Entiendo que son espacios que son necesarios que existan porque sino, hay una gran mirada sobre el mundo que queda afuera, en este caso, ante la falta de directoras. Cuando yo hice mi ópera prima, “Herencia”, ese año el INCAA abría un concurso que tenía categorías, y tenía la categoría mujer. Para mí fue extraño por mi pensamiento en ese momento presentarme allí, pero lo hice, casi como pidiendo disculpas, te diría. Pero si existía en ese momento esa discriminación positiva, era porque evidenciaba algo que no estaba ocurriendo con paridad. Y yo gané ahí. Si no estaba esa categoría, no sé si hubiera hecho mi primera película tan rápido. Las cosas cambiaron algo desde ese entonces, pero tampoco tanto. Yo no creo que por ser mujer tengas que acceder a un lugar por el simple hecho de ser mujer, porque cuando se elige una película, se valoran muchas otras cuestiones además del género. Pero sí es fundamental que la paridad exista. A las minorías, hasta que dejen de serlo, hay que poder sostenerlas y darles su lugar. 

Comentaste que tus primeras tres películas, “Herencia”, “Lluvia” y “Un amor”, representaban otra etapa. Aún así, ¿”Los sonámbulos tiene algún punto en común con esas películas? 

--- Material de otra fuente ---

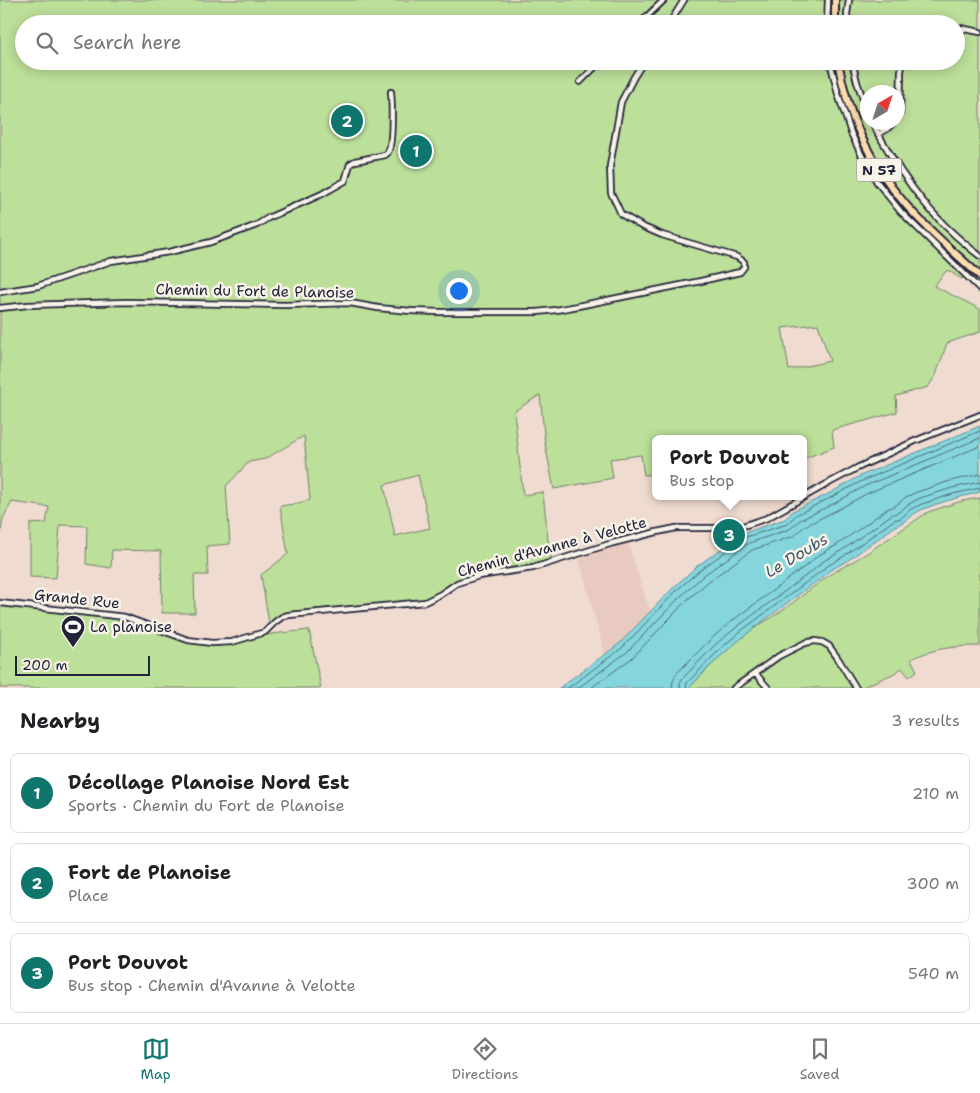 <!DOCTYPE html>
<html lang="en">
<head>
<meta charset="utf-8">
<style>
  :root { --surface:#fff; --page:#f6f6f6; --text:#202124; --muted:#757577; --line:#e0e0e0; --accent:#0f766e }
  body { margin:0; font-family:"Shantell Sans",sans-serif; background:var(--page); color:var(--text) }
  .compass { position:absolute; left:860px; top:85px; width:45px; height:45px; border-radius:50%; background:var(--surface); box-shadow:0 2px 12px #0003; rotate:39deg }
  .scale { position:absolute; left:15px; bottom:12px; width:135px; box-sizing:border-box; padding-left:5px; border:2px solid #22223b; border-top:0; font-size:14px; line-height:18px; white-space:nowrap; color:#22223b; -webkit-text-stroke:4px #f7f3e8; paint-order:stroke }
  .you { position:absolute; left:458px; top:290px; width:18px; height:18px; margin:-12px; border:4px solid #fff; border-radius:50%; background:#1a73e8; box-shadow:0 0 0 8px #1a73e833 }
  .badge { display:grid; place-items:center; width:32px; height:32px; border-radius:50%; background:var(--accent); color:#fff; font-size:16px; font-weight:700 }
  .pin { position:absolute; translate:-50% -50%; border:2px solid #fff; box-shadow:0 1px 5px #0006 }
  .popup { position:absolute; left:652px; top:435px; width:155px; height:65px; box-sizing:border-box; display:grid; place-content:center; border-radius:8px; background:var(--surface); filter:drop-shadow(0 1px 4px #0005); font-size:16px; white-space:nowrap; color:var(--muted) }
  .popup b { font-size:19px; color:var(--text) }
  .popup::after { content:''; position:absolute; left:50%; top:100%; margin-left:-10px; border:10px solid transparent; border-top-color:var(--surface) }
  .list { margin:0; padding:0; list-style:none }
  h2 { display:flex; justify-content:space-between; align-items:center; height:65px; margin:0; padding:0 20px; font-size:21px }
  h2 small { font-size:16px; font-weight:400; color:var(--muted) }
  .list li { display:grid; grid-template-columns:32px 1fr auto; gap:15px; align-items:center; box-sizing:border-box; height:80px; margin:0 10px 10px; padding:0 10px; border:1px solid var(--line); border-radius:8px }
  .list b { display:block; font-size:19px; white-space:nowrap }
  .list p { margin:0; font-size:16px; white-space:nowrap; color:var(--muted) }
  .list em { font-size:16px; font-style:normal; color:var(--muted) }
  .icon { flex:none; width:28px; height:28px; fill:none; stroke:currentColor; stroke-width:2; stroke-linecap:round; stroke-linejoin:round }
  .map { position:relative; flex:none; width:980px; height:688px; overflow:hidden }
  .search { position:absolute; background:var(--surface); box-shadow:0 2px 12px #0003; left:15px; right:15px; top:15px; height:55px; display:flex; align-items:center; gap:12px; box-sizing:border-box; padding:0 18px; border-radius:28px; color:var(--muted); font-size:19px }
  .sheet { height:335px; background:var(--surface) }
  nav { display:flex; justify-content:space-around; align-items:center; box-sizing:border-box; height:70px; border-top:1px solid var(--line); background:var(--surface); font-size:14px; color:var(--muted) }
  nav a { display:grid; justify-items:center; gap:2px }
  nav .on { color:var(--accent) }
  .map>svg:first-child { display:block }
</style>
</head>
<body>
<div class="map">
<svg width="980" height="688" viewBox="0 0 980 688">
  <rect width="100%" height="100%" fill="#efdbd0"/>
  <filter id="ink" filterUnits="userSpaceOnUse"><feTurbulence type="fractalNoise" baseFrequency=".02" numOctaves="2"/><feDisplacementMap in="SourceGraphic" scale="10" xChannelSelector="R" yChannelSelector="G"/><feConvolveMatrix kernelMatrix="1 2 1 2 8 2 1 2 1" color-interpolation-filters="sRGB"/></filter>
  <g filter="url(#ink)">
    <path fill="#e9cac0" d="M628,542l22,70 -31,32 -14,10 -26,-95 34,-13z"/>
    <path fill="#bcdf99" stroke="#6f806a" fill-rule="evenodd" d="M0,0h826l-1,24h-801v37h805l24,81 10,21 18,29 28,32 55,52 -2,3 -15,-9 -13,16 46,23v23l-33,11 -11,32 -8,12 -32,9 1,16 -65,18 2,17 -31,12v-20h-148v35l-11,1 -3,-20 -31,4 3,19 -59,11 -9,-45 -5,-49 -26,16 9,84 20,-3 6,58 3,9 -27,7 -38,3 -29,10 -18,13 -15,7 -142,13 -14,11 -8,-48 27,-21 -8,-48 14,-2 16,-4 -6,-64 -39,23 -16,3 -23,24 4,58 -23,2 1,29h-14l1,38h-33l-1,-62 -49,-1 -1,18 -25,-4 1,-38 -27,-1 -4,53 -26,-1v-53l16,-1 3,-16 -37,-5 -9,16 -3,21zM818,324l12,37 -41,9 -7,-42zM418,475l12,53 -35,8 -11,-51z
      M838,0h9l-1,24h-8z
      M851,0h129v253l-33,-28 -40,-48 -15,-22 -18,-32 24,-1v-30h-30l-1,13 -6,-16 -6,-28h101v-37h-106l-1,-8z
      M832,61h3c9,56 31,102 67,145 23,27 52,50 78,74v6c-18,-17 -37,-35 -55,-53 -17,-16 -34,-32 -47,-51 -24,-36 -37,-79 -46,-121z
      M842,61h9l6,26 10,29 1,6 2,1c18,38 46,75 75,106 11,11 24,20 35,30v13c-24,-22 -48,-43 -70,-67 -36,-40 -61,-90 -68,-144z
      M980,498v148c-25,0 -46,2 -69,13l6,12 -8,6 -7,-9 -9,6 -33,14h-171l35,-36 20,-17 39,-25 46,-35 35,-20 64,-43 34,-11z
      M0,606l124,13 66,23 29,4 53,-12 37,-4 12,58h-321z"/>
    <path fill="#85d6dc" stroke="#5d8e9c" d="M980,426v66c-20,5 -40,10 -59,18 -9,4 -15,12 -24,15l-50,36 -18,10 -5,5c-47,35 -96,68 -135,112h-130l60,-44 55,-57 23,-21 47,-33 41,-14 8,-8 37,-18 30,-17z"/>
    <g fill="none" stroke-linecap="round" stroke-linejoin="round">
      <path stroke="#4a6a7b" stroke-width="1" d="M568,688l54,-40 55,-58 23,-20 46,-33 41,-13 9,-9 36,-18 30,-16 118,-50
        M578,688l49,-36 55,-57 22,-20 45,-32 41,-14 10,-9 35,-17 30,-17 115,-48
        M591,688l41,-30 55,-58 22,-19 43,-31 42,-14 11,-10 34,-17 29,-16 112,-47
        M672,688l1,-7 3,-7 35,-35 21,-18 79,-59 6,-6 20,-11 50,-36 8,-3 11,-9 11,-5 33,-11 30,-7
        M680,688v-5l2,-4 34,-35 21,-17 79,-59 6,-6 19,-11 50,-36 8,-3 10,-8 11,-6 32,-10 28,-6
        M686,688l1,-5 33,-34 21,-18 79,-59 6,-5 18,-11 50,-36 7,-2 10,-9 11,-5 31,-10 27,-6"/>
      <defs>
        <path id="street" d="M639,24l25,-24
          M669,24l15,-24
          M827,24l1,-24
          M848,24l-1,-10 2,-14
          M956,28h4l20,4
          M830,61l8,33 13,39 11,23 15,26 24,30 79,77
          M852,61l5,21 11,31
          M580,82l21,-21
          M898,118l2,-5 1,-42 2,-10
          M872,122c22,42 49,83 84,114 8,7 16,14 24,20
          M878,134l9,-5 7,-7
          M0,292l38,-6 73,-25 58,-9 42,-10 46,-17 11,-7 54,-24 23,-13 5,-17 5,-3 30,-6c1,-1 3,-2 3,-3 5,-8 4,-49 3,-60
          M0,308l28,-3 98,-3 159,3 65,-2 28,5 33,3 29,1h97l19,-2 22,-4 123,-25 39,-9 4,-5v-5l-7,-5 -75,-22 -21,-9 -20,-12 -4,-9 -6,-12 -1,-27 11,-64 13,-25 10,-16
          M0,603l125,14 63,23 24,3 20,-1 33,-10 10,-10 7,-5 7,-2 136,-13 16,-8 16,-11 22,-7 54,-8 80,-25 44,-11 19,-4h61l30,-10 60,-34 30,-16 58,-27 65,-26
          M755,673l13,15
          M734,688l45,-32 26,-13 9,-2 8,1 7,4 8,11 19,31"/>
        <path id="primary" d="M835,24v-24
          M838,61c9,54 32,103 68,144 22,25 49,48 74,71"/>
      </defs>
      <use href="#street" stroke="#22223b" stroke-width="8"/>
      <use href="#primary" stroke="#22223b" stroke-width="10"/>
      <use href="#street" stroke="#f7f3e8" stroke-width="4.5"/>
      <use href="#primary" stroke="#fcdcac" stroke-width="6"/>
    </g>
  </g>
  <defs>
    <symbol id="stadium-pin" viewBox="-11 -11 22 30"><path d="M0 17L-7.5 6A9.5 9.5 0 1 1 7.5 6Z" fill="#22223b" stroke="#f7f3e8"/><path d="M0-5a6.5 5 0 1 0 0 10a6.5 5 0 1 0 0-10ZM-3.5-1.8h7v3.6h-7Z" fill="#fff"/></symbol>
  </defs>
  <g fill-rule="evenodd">
    <use href="#stadium-pin" x="59" y="613" width="28" height="38"/>
  </g>
  <g text-anchor="middle" stroke-width="5" stroke-linejoin="round" paint-order="stroke">
    <rect fill="#f7f3e8" stroke="#62616f" stroke-width="1" x="856.5" y="158.5" width="45" height="23" rx="4"/>
    <g font-size="14" font-weight="bold" fill="#22223b">
      <text x="879" y="175">N 57</text>
    </g>
    <g font-size="15" fill="#22223b" stroke="#f7f3e8">
      <text transform="translate(255 291) rotate(1)" y="5">Chemin du Fort de Planoise</text>
      <text transform="translate(552 547) rotate(-15)" y="5">Chemin d'Avanne à Velotte</text>
      <text transform="translate(77 599) rotate(6)" y="5">Grande Rue</text>
    </g>
    <g font-size="15" fill="#22223b" stroke="#f7f3e8" text-anchor="start">
      <text x="90" y="632">La planoise</text>
    </g>
    <g font-size="16" font-style="italic" fill="#40586b" stroke="#f7f3e8">
      <text transform="translate(796 555) rotate(-31)" y="6">Le Doubs</text>
    </g>
  </g>
</svg>
<svg class="compass" viewBox="-18 -18 36 36"><path d="M0-13l5 13h-10z" fill="#e53935"/><path d="M0 13l5-13h-10z" fill="#757577"/></svg>
<div class="scale">200 m</div>
<div class="you"></div>
<div class="pin badge" style="left:416px;top:151px">1</div>
<div class="pin badge" style="left:347px;top:121px">2</div>
<div class="pin badge" style="left:729px;top:535px">3</div>
<div class="popup"><b>Port Douvot</b>Bus stop</div>
<div class="search"><svg class="icon" aria-label="search" viewBox="0 0 24 24"><circle cx="10" cy="10" r="6"/><path d="M15 15l6 6"/></svg>Search here</div>
</div>
<section class="sheet">
<h2>Nearby<small>3 results</small></h2>
<ul class="list">
<li><span class="badge">1</span><div><b>Décollage Planoise Nord Est</b><p>Sports · Chemin du Fort de Planoise</p></div><em>210 m</em></li>
<li><span class="badge">2</span><div><b>Fort de Planoise</b><p>Place</p></div><em>300 m</em></li>
<li><span class="badge">3</span><div><b>Port Douvot</b><p>Bus stop · Chemin d'Avanne à Velotte</p></div><em>540 m</em></li>
</ul>
</section>
<nav>
<a class="on"><svg class="icon" aria-label="map" viewBox="0 0 24 24"><path d="M3 6l6-2 6 2 6-2v14l-6 2-6-2-6 2zM9 4v14M15 6v14"/></svg>Map</a>
<a><svg class="icon" aria-label="directions" viewBox="0 0 24 24"><path d="M12 3l9 9-9 9-9-9zM9 14v-3h6M13 9l2 2-2 2"/></svg>Directions</a>
<a><svg class="icon" aria-label="saved" viewBox="0 0 24 24"><path d="M7 4h10v16l-5-4-5 4z"/></svg>Saved</a>
</nav>
</body>
</html>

Es difícil compararlas porque pertenecen a distintos momentos. Yo generalmente no vuelvo a ver mis películas, a no ser que tenga que verlas por algo puntual. De “Herencia” a esta película pasaron 20 años; soy otra. Pero sí puedo ver que hay ciertas inquietudes, preguntas. Que los personajes se replanteen cuestiones existenciales es algo que me interesa en general y lo podés ver en las diferentes películas. El mundo adolescente ya aparecía en “Un amor”. “Lluvia” tenía una situación de desarme de una estructura. 

 ¿Qué expectativas tenés con la película ante su inminente estreno?

“Los sonámbulos” es una película que me da mucho orgullo. Estoy muy segura de lo que estoy contando, y no sé si eso me pasó antes. Me intriga ver qué va a pasar, me interesa ver cómo repercute esta película en particular en este momento. Estoy entusiasmada.